- Church: Roman Catholic Church
- Province: Colombo
- Diocese: Jaffna
- Installed: 18 July 1950
- Term ended: 17 July 1972
- Predecessor: Alfred-Jean Guyomard
- Successor: Bastiampillai Deogupillai

Personal details
- Born: 20 July 1901 Wennappuwa, Ceylon
- Died: 17 July 1972 (aged 70)
- Alma mater: St. Patrick's College, Jaffna

= Jerome Emilianuspillai =

Ceylon Tamil priest and Roman Catholic Bishop of Jaffna

Right Reverend Jerome Emilianuspillai (20 July 1901 - 17 July 1972) was a Ceylon Tamil priest and Roman Catholic Bishop of Jaffna.

==Early life and family==
Emilianuspillai was born on 20 July 1901 in Wennappuwa in western Ceylon.

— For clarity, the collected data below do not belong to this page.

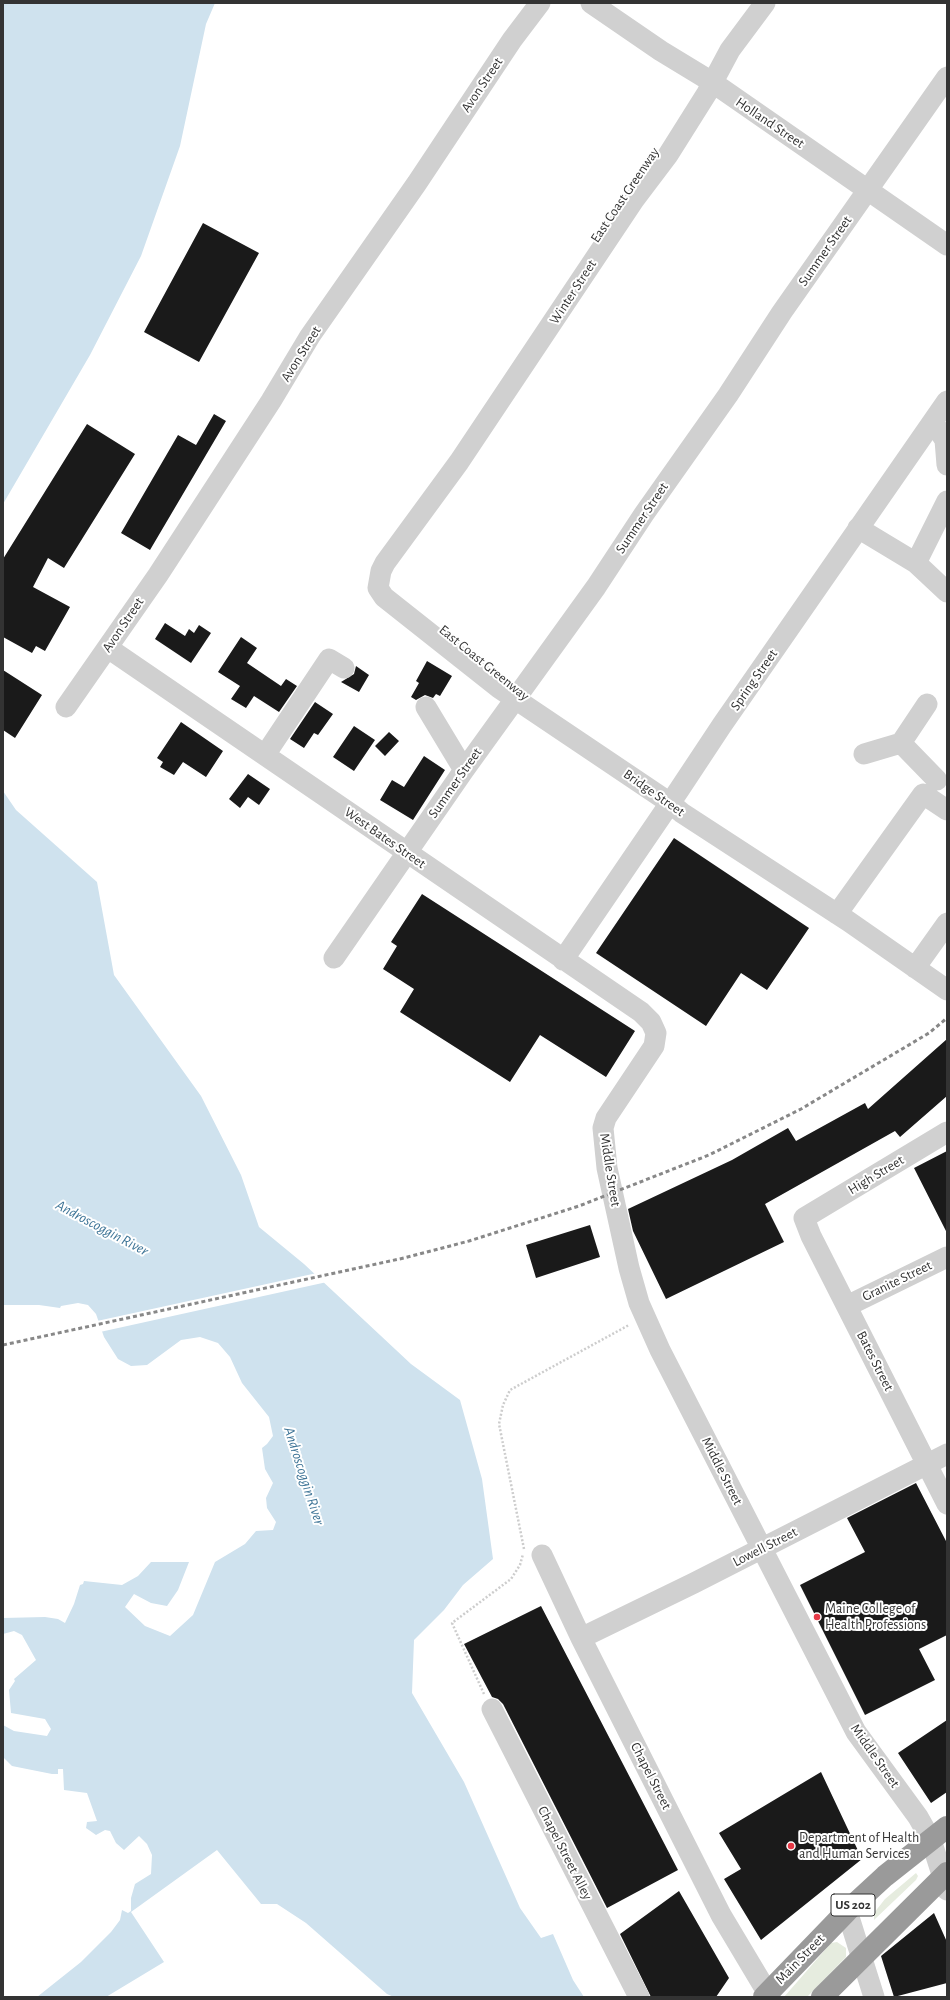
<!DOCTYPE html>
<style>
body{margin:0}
#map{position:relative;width:950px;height:2000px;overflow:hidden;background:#fff;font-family:"Alegreya Sans",sans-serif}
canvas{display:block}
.frame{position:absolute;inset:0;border:4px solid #333;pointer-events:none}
</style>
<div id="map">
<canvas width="950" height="2000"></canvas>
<div class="frame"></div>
</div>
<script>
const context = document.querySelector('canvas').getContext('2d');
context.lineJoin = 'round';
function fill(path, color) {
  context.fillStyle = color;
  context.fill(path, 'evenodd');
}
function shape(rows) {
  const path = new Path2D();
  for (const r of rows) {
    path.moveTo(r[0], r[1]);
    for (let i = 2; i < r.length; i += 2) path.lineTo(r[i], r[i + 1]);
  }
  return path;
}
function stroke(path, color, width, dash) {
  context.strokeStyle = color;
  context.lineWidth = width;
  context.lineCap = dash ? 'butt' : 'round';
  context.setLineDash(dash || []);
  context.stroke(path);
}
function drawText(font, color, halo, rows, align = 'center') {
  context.font = font + ' "Alegreya Sans",sans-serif';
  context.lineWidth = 4;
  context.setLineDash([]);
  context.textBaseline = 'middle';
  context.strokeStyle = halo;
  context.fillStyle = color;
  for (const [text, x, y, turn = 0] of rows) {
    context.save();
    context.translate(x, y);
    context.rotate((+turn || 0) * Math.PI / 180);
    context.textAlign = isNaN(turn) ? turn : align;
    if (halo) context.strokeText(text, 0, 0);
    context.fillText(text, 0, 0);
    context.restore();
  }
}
const green = shape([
 [916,1873,918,1876,916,1880,874,1920,874,1913,885,1899],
 [837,1942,846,1948,846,1957,807,1997,784,1997,831,1943]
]);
const water = shape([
 [3,3,215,3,206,24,180,146,141,256,90,355,3,504],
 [3,791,16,810,97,882,114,975,201,1096,241,1175,259,1227,304,1264,411,1364,460,1400,482,1479,493,1559,463,1585,444,1610,414,1640,412,1693,464,1782,520,1908,541,1938,553,1934,573,1980,584,1997,394,1997,387,1994,306,1923,277,1904,261,1904,217,1850,131,1912,164,1962,106,1997,37,1997,81,1962,111,1932,120,1920,122,1910,128,1913,131,1911,131,1898,135,1884,151,1874,152,1855,147,1844,139,1836,124,1850,116,1843,110,1831,105,1830,96,1835,86,1828,87,1822,97,1821,87,1793,64,1790,63,1769,58,1769,58,1774,52,1774,12,1766,3,1757,3,1725,14,1731,47,1736,51,1729,45,1719,11,1713,9,1690,15,1681,14,1679,36,1660,22,1635,14,1631,3,1634,3,1618,45,1617,58,1619,65,1623,74,1604,80,1585,83,1584,84,1581,122,1585,138,1576,151,1562,189,1562,178,1590,167,1606,151,1603,134,1594,125,1607,145,1626,170,1636,193,1615,215,1562,245,1544,256,1531,273,1530,276,1522,267,1508,266,1498,273,1483,265,1469,262,1448,267,1444,273,1436,269,1417,242,1383,230,1357,218,1343,200,1337,181,1340,147,1365,131,1366,118,1359,104,1337,96,1314,88,1305,78,1303,61,1306,60,1308,39,1305,3,1305]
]);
const pier = shape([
 [317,1273,327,1282,100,1332,97,1321]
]);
const building = shape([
 [203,223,259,253,199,362,144,332],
 [214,414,226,421,150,550,121,533,178,435,196,445],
 [87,424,135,454,64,568,48,558,33,587,70,607,45,651,36,646,32,653,3,637,3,559],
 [165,623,185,636,189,629,194,633,199,625,211,633,191,663,155,639],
 [241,637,257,648,247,663,281,686,286,679,297,686,279,712,254,696,246,708,231,699,240,686,218,672],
 [427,661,452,676,440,696,436,694,433,698,425,695,416,700,411,697,419,683,416,681],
 [356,666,369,675,359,692,341,682,354,674],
 [3,670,42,695,15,738,3,730],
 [315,702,333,714,318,735,314,733,304,748,290,739],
 [181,722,223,751,206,777,183,762,174,775,160,767,163,762,157,758],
 [354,726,375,740,354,771,333,757],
 [389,732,399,741,385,756,375,746],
 [424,756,445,770,413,820,380,800,392,780,404,787],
 [248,774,270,789,259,805,248,797,240,808,229,799],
 [674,838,809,928,767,990,741,973,706,1026,596,953],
 [422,894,635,1031,606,1077,540,1035,510,1082,400,1012,414,989,383,969,397,946,391,942],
 [947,1039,947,1096,900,1137,895,1131,765,1204,784,1242,666,1299,633,1231,628,1209,732,1160,788,1128,796,1141,865,1103,868,1109],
 [947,1151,947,1233,914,1168],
 [590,1225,600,1257,536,1278,526,1245],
 [916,1483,947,1543,947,1635,919,1649,935,1680,865,1715,800,1585,865,1552,847,1518],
 [541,1606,678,1870,607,1908,503,1704,498,1699,492,1697,464,1644],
 [947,1720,947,1792,931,1803,898,1753],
 [821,1772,862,1859,761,1940,724,1879,741,1869,719,1833],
 [679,1891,729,1978,716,1997,651,1997,620,1934],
 [934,1913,947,1942,947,1983,894,1997,881,1956]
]);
const path = shape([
 [524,1549,499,1424,503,1405,510,1390,629,1325],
 [484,1694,452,1623,511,1579,520,1565,523,1554]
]);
const minor = shape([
 [591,3,661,51,712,82,947,245],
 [765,3,730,50,707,93,668,155,634,200,459,462,385,563,381,571,378,588,384,597,499,688,670,803,682,813,848,921,947,990],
 [933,422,945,440,947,465],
 [858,528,916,563,947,592],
 [916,563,947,501],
 [108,648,641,1012,651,1022,656,1033,654,1046,606,1118,603,1128,607,1168,629,1268,639,1303,660,1350,856,1732,918,1817,931,1840,947,1890],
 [927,704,901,743,937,780],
 [66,707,158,575,271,401,310,336,417,183,512,40,540,3],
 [426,707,464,770],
 [864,754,901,743],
 [265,755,329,659,344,668],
 [837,914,923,794,947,810],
 [334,958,464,770,596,587,644,514,728,395,782,312,947,77],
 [563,960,679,790,722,725,947,401],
 [915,968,947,923],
 [947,1132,804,1218,811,1236,947,1504],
 [847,1306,947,1257],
 [542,1555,581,1638,721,1915,767,1992],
 [581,1638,694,1583,947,1454],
 [492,1709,639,1997],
 [847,1911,874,1997]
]);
const highway = shape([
 [764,1997,847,1911,885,1876,947,1827],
 [822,1997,947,1873]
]);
const rail = shape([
 [3,1345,404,1258,469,1241,579,1206,709,1155,801,1109,929,1033,947,1018]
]);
const markers = [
 [817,1617,4,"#e63946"],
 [791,1846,4,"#e63946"]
];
const shields = [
 [853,1905,44]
];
const shieldNames = [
 ["US 202",853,1905]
];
const streetNames = [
 ["Avon Street",482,85,-56],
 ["Holland Street",770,123,34],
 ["East Coast Greenway",625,195,-56],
 ["Summer Street",825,251,-55],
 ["Winter Street",573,292,-57],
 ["Avon Street",301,354,-58],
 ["Summer Street",642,518,-56],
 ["Avon Street",123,625,-56],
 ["East Coast Greenway",484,663,39],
 ["Spring Street",754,680,-55],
 ["Summer Street",455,783,-55],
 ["Bridge Street",654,793,35],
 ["West Bates Street",385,838,35],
 ["Middle Street",610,1170,81],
 ["High Street",876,1175,-31],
 ["Granite Street",897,1281,-26],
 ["Bates Street",875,1361,63],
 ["Middle Street",722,1471,63],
 ["Lowell Street",765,1547,-27],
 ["Middle Street",875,1756,55],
 ["Chapel Street",651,1776,63],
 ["Chapel Street Alley",565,1853,63],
 ["Main Street",800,1959,-46]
];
const poiNames = [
 ["Maine College of",825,1609],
 ["Health Professions",825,1625],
 ["Department of Health",799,1838],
 ["and Human Services",799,1854]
];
const waterNames = [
 ["Androscoggin River",102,1228,28],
 ["Androscoggin River",304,1476,72]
];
fill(green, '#e6ecdf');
fill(water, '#cfe2ee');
fill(pier, '#fff');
fill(building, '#1a1a1a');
stroke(path, '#cdcdcd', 2.5, [2, 2]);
stroke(minor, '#d0d0d0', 21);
stroke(highway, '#9a9a9a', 22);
stroke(rail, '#888', 3, [4, 3]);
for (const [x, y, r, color] of markers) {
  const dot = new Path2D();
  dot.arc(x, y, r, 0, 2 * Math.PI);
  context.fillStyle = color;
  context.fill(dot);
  stroke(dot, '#fff', 1.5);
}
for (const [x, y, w] of shields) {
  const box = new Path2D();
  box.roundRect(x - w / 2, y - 11, w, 22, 3);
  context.fillStyle = '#fff';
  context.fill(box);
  stroke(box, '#333', 1);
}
drawText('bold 13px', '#333', null, shieldNames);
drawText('14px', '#333', '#fff', streetNames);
drawText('14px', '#333', '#fff', poiNames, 'left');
drawText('italic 15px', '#3f7597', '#fff', waterNames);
</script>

His father was a teacher in Wennappuwa. He was educated at St Patrick's College, Jaffna.

==Career==
Emilianuspillai was ordained as a priest in July 1929. In July 1950 he became Bishop of Jaffna. He was the first Tamil Catholic bishop of Ceylon.

He encouraged others to pray with trust and conviction. His sermons, which reflected his strong faith, were simple, clear, and resonated with his audience.

He visited the priests often,especially those who worked in far-off and difficult missions. He took much interest in the spiritual and material well being of all Religious Congregations. He closely followed their growth and ongoing formation, helping and encouraging them.

Emilianuspillai died on 17 July 1972.